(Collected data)

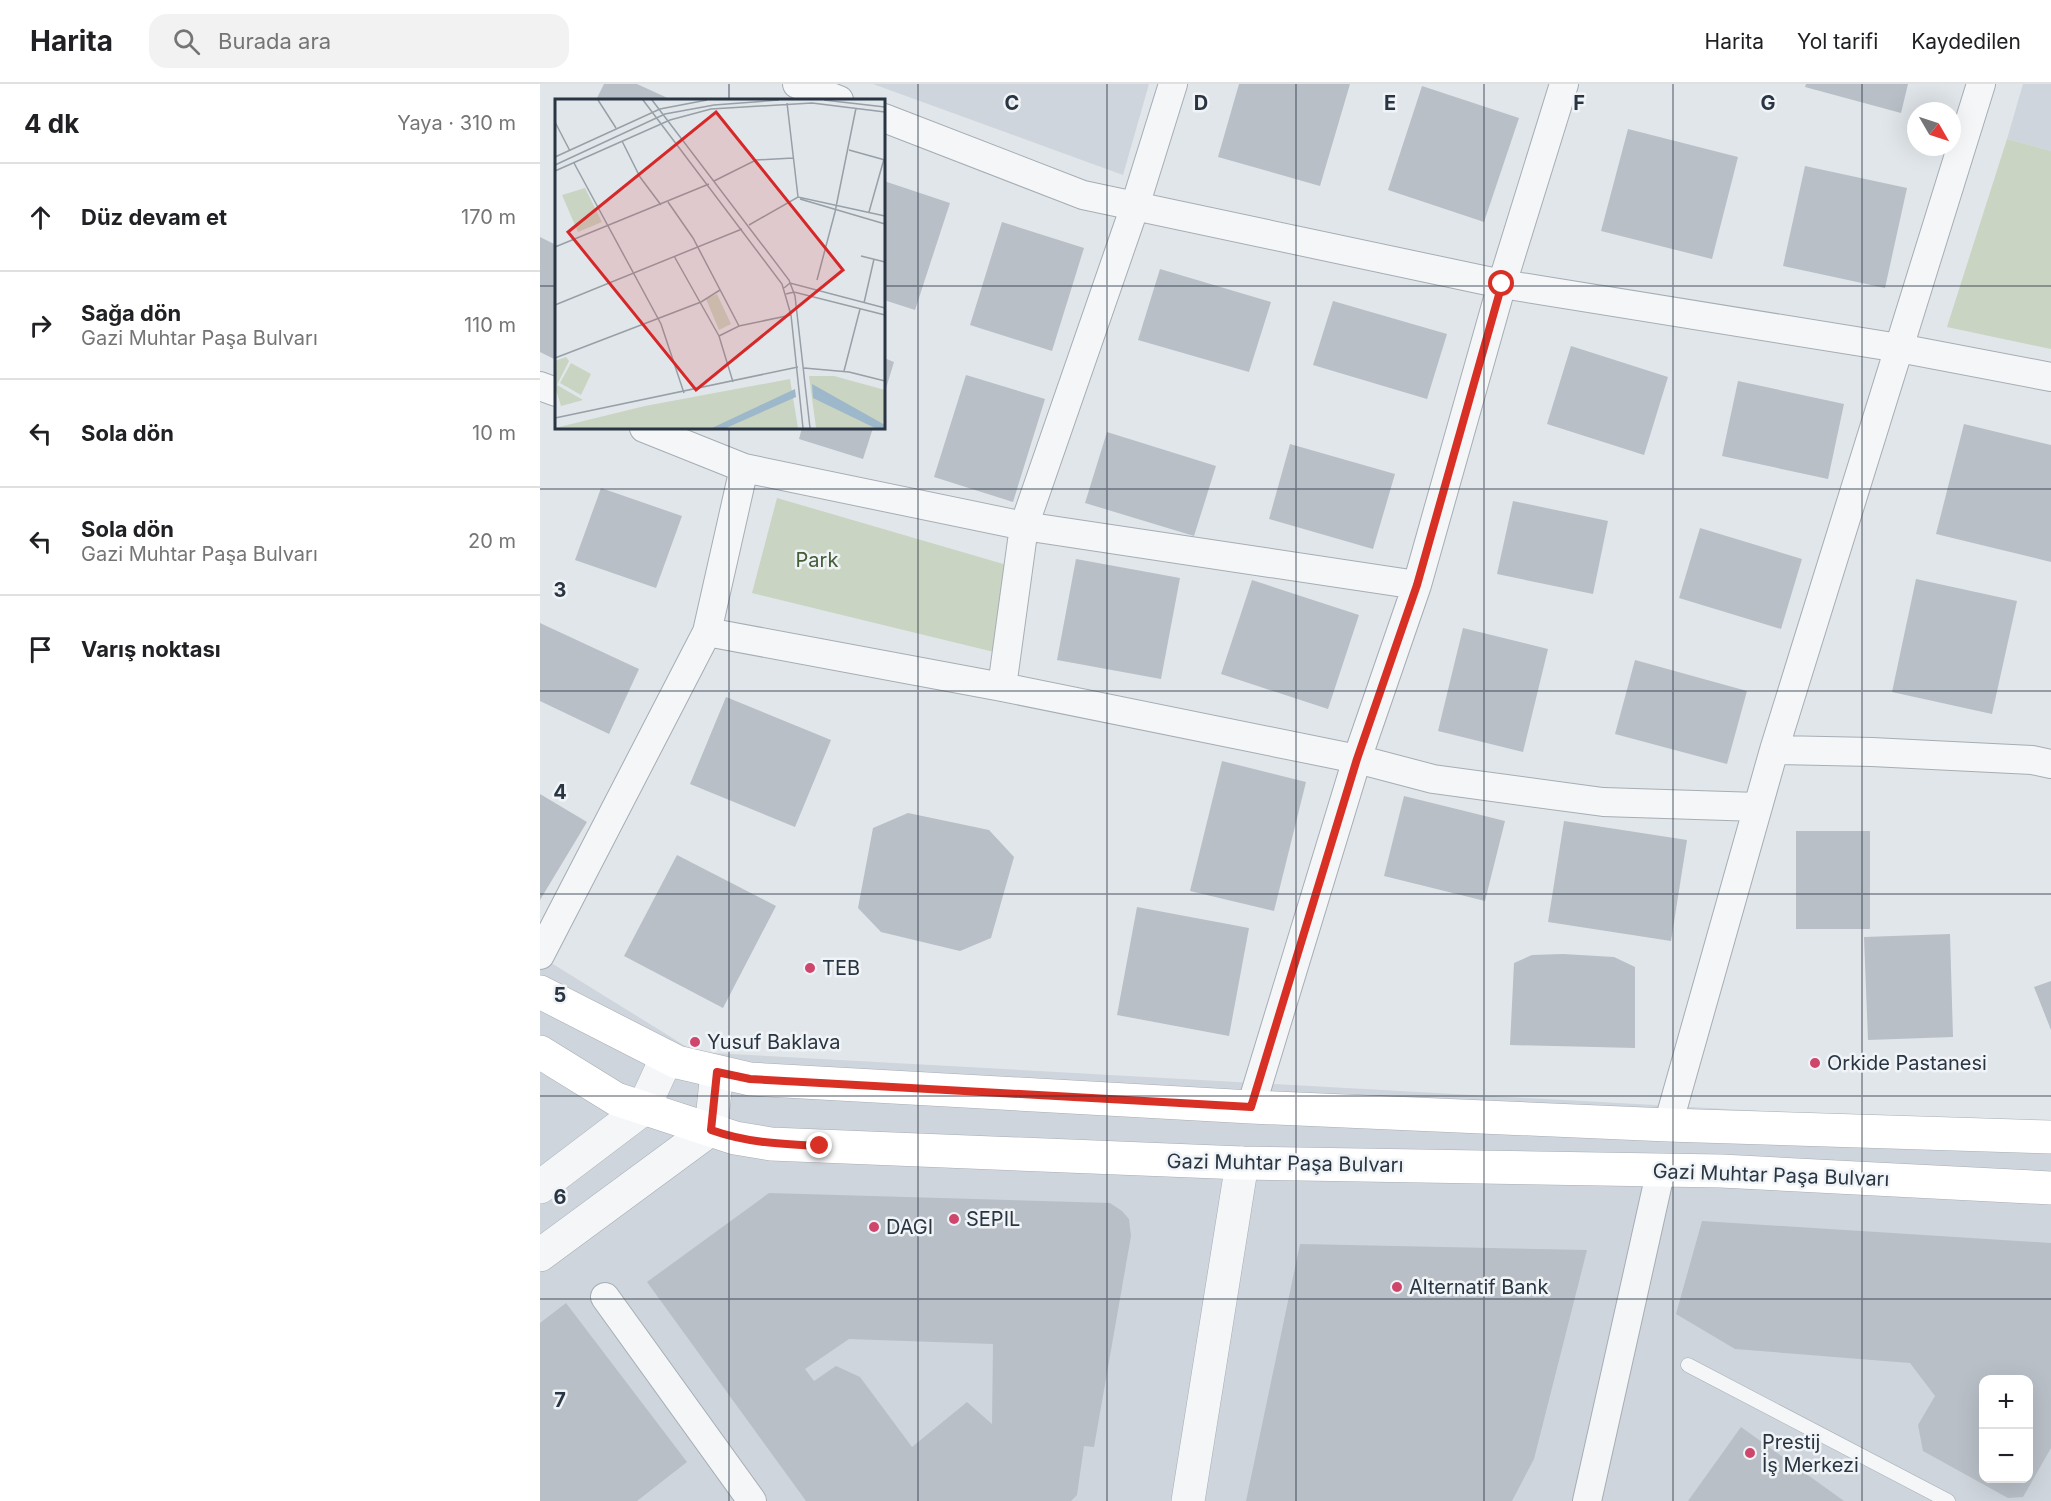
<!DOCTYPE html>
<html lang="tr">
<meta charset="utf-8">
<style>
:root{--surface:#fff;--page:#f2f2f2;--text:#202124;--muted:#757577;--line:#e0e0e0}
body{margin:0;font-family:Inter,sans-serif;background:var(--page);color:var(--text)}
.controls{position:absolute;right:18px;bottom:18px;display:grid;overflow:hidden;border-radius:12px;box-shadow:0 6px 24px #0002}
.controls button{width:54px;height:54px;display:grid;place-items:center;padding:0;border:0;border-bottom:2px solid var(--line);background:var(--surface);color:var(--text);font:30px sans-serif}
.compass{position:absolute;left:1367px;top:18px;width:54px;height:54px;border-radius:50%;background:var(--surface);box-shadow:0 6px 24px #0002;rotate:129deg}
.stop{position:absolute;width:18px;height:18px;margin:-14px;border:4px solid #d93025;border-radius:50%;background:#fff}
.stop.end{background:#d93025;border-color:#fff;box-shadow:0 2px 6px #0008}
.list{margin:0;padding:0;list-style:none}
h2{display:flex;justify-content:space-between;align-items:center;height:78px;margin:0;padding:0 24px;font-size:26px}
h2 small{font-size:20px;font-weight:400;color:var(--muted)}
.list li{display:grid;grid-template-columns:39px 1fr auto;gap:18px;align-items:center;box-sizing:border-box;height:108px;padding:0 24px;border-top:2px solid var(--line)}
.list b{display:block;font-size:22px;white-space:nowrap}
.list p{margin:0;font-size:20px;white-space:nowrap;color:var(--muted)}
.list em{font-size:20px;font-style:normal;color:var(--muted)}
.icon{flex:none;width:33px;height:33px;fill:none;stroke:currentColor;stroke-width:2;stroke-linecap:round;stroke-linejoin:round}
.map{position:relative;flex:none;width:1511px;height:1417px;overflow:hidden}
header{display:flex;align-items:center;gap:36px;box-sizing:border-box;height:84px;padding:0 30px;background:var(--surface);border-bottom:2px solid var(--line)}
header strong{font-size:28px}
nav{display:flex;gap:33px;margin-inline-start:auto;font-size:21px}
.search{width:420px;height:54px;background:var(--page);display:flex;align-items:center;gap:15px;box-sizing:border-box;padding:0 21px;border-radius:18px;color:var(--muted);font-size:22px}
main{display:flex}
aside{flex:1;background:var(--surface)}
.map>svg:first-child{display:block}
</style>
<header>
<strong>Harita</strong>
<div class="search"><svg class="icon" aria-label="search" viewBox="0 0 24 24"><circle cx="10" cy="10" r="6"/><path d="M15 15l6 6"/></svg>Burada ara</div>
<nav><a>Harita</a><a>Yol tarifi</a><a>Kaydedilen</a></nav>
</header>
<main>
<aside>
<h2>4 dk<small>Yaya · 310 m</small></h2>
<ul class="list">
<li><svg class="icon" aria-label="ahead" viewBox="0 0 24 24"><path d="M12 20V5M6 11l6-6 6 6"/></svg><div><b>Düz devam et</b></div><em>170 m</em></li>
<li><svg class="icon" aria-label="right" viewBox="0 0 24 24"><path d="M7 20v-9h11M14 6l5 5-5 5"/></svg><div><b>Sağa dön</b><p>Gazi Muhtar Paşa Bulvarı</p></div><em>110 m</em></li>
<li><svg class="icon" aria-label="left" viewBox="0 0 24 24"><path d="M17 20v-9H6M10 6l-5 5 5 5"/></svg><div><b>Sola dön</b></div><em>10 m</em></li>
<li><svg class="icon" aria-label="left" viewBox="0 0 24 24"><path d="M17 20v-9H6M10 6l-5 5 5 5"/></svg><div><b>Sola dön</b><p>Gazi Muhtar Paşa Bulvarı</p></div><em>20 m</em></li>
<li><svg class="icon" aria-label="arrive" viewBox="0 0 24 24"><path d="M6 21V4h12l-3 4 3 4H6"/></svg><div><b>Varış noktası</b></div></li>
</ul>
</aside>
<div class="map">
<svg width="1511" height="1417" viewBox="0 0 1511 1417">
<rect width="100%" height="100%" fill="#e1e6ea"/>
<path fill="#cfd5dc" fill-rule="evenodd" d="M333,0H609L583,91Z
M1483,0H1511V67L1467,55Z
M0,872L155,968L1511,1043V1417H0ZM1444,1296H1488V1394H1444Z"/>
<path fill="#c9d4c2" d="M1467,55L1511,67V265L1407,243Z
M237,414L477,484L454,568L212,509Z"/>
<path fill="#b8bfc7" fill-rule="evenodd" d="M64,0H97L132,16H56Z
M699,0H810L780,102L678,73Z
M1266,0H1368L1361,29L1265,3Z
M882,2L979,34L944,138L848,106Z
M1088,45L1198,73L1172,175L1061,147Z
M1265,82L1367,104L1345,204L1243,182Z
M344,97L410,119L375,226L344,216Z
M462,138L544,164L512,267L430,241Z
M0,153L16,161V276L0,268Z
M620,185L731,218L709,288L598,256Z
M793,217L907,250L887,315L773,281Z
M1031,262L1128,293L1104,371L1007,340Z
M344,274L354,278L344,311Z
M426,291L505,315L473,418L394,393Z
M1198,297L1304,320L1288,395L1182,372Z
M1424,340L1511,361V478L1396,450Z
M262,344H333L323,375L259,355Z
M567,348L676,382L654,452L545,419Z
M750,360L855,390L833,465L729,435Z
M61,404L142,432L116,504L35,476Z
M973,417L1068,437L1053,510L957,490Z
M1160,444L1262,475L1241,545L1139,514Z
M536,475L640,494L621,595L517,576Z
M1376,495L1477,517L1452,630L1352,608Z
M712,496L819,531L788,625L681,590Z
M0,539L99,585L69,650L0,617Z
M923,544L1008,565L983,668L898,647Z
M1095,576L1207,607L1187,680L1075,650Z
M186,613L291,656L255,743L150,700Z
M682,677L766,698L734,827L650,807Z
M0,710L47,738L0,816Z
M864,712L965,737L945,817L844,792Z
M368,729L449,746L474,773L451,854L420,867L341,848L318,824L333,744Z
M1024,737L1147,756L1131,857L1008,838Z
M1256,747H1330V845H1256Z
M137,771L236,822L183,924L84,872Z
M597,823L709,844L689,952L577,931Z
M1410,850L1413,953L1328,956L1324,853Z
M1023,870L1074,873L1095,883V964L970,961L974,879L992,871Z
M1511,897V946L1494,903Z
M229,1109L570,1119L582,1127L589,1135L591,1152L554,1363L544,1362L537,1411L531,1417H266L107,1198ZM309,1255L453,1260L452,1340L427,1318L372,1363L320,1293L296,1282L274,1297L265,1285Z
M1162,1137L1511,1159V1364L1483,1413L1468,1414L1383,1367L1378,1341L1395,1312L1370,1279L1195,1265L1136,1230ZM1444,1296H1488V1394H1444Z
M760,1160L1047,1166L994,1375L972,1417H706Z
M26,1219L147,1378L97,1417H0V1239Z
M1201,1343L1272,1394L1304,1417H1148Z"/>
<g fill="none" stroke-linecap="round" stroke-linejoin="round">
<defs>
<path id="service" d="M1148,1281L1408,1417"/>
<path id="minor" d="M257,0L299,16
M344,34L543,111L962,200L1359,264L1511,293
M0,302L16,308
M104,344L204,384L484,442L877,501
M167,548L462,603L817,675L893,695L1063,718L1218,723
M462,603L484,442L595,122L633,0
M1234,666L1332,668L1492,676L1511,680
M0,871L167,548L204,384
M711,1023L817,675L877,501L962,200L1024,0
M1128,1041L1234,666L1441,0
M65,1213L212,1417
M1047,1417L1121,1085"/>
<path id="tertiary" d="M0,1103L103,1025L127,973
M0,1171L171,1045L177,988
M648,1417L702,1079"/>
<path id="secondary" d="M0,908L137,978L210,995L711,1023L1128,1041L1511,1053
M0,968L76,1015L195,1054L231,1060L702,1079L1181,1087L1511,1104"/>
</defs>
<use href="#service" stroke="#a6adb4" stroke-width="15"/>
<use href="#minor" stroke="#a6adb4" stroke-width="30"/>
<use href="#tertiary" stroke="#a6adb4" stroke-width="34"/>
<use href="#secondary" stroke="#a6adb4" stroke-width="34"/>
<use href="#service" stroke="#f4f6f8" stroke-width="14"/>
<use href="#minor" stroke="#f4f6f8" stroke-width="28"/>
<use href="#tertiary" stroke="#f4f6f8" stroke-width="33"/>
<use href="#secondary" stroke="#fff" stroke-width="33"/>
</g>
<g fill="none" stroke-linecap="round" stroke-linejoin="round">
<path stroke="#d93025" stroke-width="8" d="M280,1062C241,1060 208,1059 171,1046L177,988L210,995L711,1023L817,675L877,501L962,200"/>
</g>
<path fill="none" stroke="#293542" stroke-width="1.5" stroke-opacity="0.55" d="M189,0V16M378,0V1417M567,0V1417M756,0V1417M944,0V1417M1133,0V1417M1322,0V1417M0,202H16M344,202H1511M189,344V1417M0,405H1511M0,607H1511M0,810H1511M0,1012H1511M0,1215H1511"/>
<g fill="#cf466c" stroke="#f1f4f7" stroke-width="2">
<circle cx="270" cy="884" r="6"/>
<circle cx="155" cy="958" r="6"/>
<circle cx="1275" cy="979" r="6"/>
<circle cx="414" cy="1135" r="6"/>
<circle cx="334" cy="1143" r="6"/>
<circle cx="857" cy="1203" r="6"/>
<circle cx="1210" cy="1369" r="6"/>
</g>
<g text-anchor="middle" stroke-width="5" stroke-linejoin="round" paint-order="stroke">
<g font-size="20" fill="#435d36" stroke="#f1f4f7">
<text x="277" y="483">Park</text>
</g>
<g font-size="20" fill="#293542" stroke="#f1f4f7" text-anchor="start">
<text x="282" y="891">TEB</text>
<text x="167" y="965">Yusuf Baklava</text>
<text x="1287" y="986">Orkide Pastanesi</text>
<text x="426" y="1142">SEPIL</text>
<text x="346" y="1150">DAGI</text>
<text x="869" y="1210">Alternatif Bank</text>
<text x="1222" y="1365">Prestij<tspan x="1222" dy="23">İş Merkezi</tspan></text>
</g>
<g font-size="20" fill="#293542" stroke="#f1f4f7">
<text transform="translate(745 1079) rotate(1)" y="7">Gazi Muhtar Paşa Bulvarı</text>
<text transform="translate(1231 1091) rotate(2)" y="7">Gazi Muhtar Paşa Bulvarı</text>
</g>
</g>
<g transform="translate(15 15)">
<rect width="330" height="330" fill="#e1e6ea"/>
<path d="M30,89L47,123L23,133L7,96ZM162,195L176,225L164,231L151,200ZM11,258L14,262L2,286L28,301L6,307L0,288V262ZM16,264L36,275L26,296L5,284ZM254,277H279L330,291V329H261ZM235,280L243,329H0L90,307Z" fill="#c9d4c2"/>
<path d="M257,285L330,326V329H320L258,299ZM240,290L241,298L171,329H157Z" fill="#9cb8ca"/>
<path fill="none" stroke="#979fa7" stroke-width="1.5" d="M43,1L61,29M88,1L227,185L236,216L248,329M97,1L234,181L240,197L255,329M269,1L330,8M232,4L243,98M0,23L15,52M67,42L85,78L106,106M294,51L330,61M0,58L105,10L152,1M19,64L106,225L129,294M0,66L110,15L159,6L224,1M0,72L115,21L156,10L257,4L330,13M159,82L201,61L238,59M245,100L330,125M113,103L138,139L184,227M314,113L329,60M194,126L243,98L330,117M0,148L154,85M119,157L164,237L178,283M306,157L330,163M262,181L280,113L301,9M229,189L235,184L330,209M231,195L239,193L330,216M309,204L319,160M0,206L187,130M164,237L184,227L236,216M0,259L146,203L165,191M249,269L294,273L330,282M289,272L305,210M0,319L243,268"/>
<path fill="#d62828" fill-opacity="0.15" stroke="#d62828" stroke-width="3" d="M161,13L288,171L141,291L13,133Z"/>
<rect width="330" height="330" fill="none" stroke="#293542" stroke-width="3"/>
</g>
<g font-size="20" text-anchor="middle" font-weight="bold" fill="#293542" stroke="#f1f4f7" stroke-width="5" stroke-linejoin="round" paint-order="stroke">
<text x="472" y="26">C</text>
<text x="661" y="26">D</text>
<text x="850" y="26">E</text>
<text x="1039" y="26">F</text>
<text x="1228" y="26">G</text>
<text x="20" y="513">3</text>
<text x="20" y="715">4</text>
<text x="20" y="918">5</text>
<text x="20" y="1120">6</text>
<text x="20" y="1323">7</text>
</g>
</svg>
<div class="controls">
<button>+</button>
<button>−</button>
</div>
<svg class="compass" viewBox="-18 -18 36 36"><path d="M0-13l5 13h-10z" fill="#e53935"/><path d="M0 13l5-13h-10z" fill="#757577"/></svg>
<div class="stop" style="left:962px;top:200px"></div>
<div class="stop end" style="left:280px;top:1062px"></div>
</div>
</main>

### [Work required]
From the records above, copy only the lines starting with the line that holds "M26,1219L147,1378L97,1417H0V1239Z" and going on through the line that holds "M0,871L167,548L204,384", exactly as written.

### [Finished exercise]
M26,1219L147,1378L97,1417H0V1239Z
M1201,1343L1272,1394L1304,1417H1148Z"/>
<g fill="none" stroke-linecap="round" stroke-linejoin="round">
<defs>
<path id="service" d="M1148,1281L1408,1417"/>
<path id="minor" d="M257,0L299,16
M344,34L543,111L962,200L1359,264L1511,293
M0,302L16,308
M104,344L204,384L484,442L877,501
M167,548L462,603L817,675L893,695L1063,718L1218,723
M462,603L484,442L595,122L633,0
M1234,666L1332,668L1492,676L1511,680
M0,871L167,548L204,384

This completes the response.